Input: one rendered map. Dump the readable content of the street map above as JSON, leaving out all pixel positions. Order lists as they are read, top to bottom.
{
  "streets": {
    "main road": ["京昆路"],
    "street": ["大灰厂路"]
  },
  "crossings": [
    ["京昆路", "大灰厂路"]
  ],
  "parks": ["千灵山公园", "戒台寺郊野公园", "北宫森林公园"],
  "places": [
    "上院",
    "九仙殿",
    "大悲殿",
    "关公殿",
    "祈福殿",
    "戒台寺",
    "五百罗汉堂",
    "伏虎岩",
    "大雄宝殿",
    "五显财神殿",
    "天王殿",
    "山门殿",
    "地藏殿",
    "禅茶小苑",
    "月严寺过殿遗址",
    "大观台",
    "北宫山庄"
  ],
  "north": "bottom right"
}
++++++++++
_What is expected_.
Print each line of the data exactly as it was written.

_Answer_.
Input: one rendered map. Dump the readable content of the street map above as JSON, leaving out all pixel positions. Order lists as they are read, top to bottom.
{
  "streets": {
    "main road": ["京昆路"],
    "street": ["大灰厂路"]
  },
  "crossings": [
    ["京昆路", "大灰厂路"]
  ],
  "parks": ["千灵山公园", "戒台寺郊野公园", "北宫森林公园"],
  "places": [
    "上院",
    "九仙殿",
    "大悲殿",
    "关公殿",
    "祈福殿",
    "戒台寺",
    "五百罗汉堂",
    "伏虎岩",
    "大雄宝殿",
    "五显财神殿",
    "天王殿",
    "山门殿",
    "地藏殿",
    "禅茶小苑",
    "月严寺过殿遗址",
    "大观台",
    "北宫山庄"
  ],
  "north": "bottom right"
}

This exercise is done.